SEOUL — Two U.S. Army colonels stationed in South Korea were inducted into the Officer Candidate School Hall of Fame at Fort Benning, Ga., on Thursday.
Neither Col. Leonard Gaddis nor Col. Donald Morris was able to attend the ceremony, but both spoke to Stripes about the honor.
Gaddis, the U.S. Forces Korea/Combined Forces Command Antiterrorism and Force Protection Officer, said he remembers cleaning the Hall of Fame when he was there in 1983, looking at the pictures of the “great men.”

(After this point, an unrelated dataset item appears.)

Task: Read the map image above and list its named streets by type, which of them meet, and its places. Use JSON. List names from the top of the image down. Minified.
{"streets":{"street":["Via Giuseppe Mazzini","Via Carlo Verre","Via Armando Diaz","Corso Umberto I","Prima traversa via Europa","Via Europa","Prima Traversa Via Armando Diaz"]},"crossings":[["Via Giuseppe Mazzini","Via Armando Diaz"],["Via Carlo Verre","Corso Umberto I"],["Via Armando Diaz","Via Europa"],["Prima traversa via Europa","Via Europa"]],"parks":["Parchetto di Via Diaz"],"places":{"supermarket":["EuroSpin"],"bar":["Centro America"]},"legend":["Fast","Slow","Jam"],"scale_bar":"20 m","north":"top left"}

The Chattanooga, Tenn., native also said he’s a bit humbled now to have his picture in that same hall, and joked that he made it by virtue of longevity.
“I hung around long enough to make colonel and didn’t screw up,” he said.

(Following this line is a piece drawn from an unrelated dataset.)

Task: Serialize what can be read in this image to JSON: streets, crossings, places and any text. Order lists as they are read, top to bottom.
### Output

Gaddis, 58, said he’s one of about 200 officers who graduated from OCS that year who are still in the service. And he’s one of the 10 who were promoted to colonel.
He said he’d love to visit Fort Benning, where he began his career as an enlisted soldier in 1976.
Morris, 51, said that when he was at OCS in 1986, the last thing he thought about was ending up in the Hall of Fame.
He said he focused on being commissioned a second lieutenant and wondered whether he’d make a good platoon leader.
Like the other cadets, Morris, a Colorado Springs, Colo., native, wore a gold lieutenant’s bar in his helmet liner.
“It was uncomfortable but served as a reminder” of their goal, he said.
He remembers one day when a cadet was discovered with a “major’s gold oak leaf,” under his lining during an inspection.
“I thought … ‘What lofty ambitions,’” he joked during a phone interview Friday.
Morris, chief of the USFK Effects Assessment Division, said it’s an honor to be inducted, and he hopes it helps new cadets going through their training.
“I like to think that maybe it serves as some sort of inspiration,” he said. “Just serves as a reminder that you can get through this.”